▸ Task objective: Repeat everything in the listing exactly, except for the images.

▸ Provided material:
+ + + + +

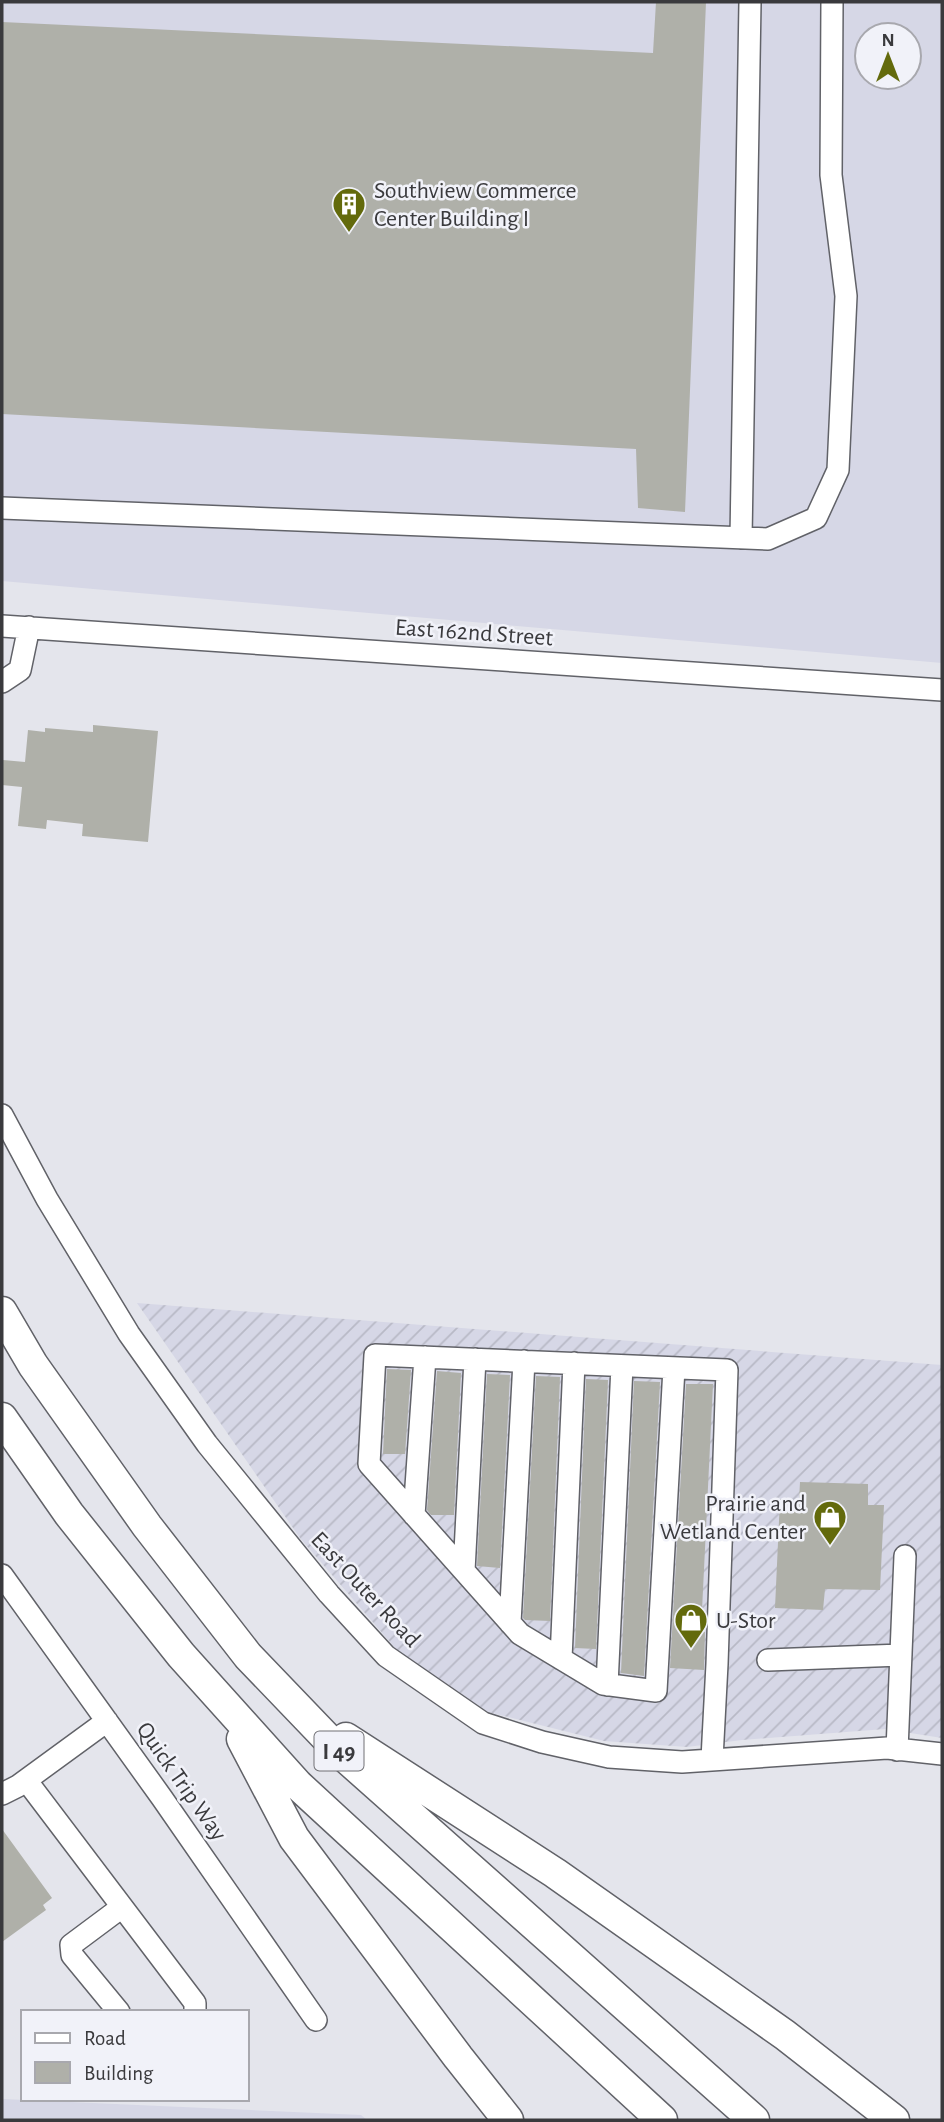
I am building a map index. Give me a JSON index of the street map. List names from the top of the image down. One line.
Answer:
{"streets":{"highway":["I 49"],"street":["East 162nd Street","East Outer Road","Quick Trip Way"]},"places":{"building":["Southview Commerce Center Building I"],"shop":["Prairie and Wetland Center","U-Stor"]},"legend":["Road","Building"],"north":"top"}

+ + + + +

▸ Answer for this exercise:
I am building a map index. Give me a JSON index of the street map. List names from the top of the image down. One line.
Answer:
{"streets":{"highway":["I 49"],"street":["East 162nd Street","East Outer Road","Quick Trip Way"]},"places":{"building":["Southview Commerce Center Building I"],"shop":["Prairie and Wetland Center","U-Stor"]},"legend":["Road","Building"],"north":"top"}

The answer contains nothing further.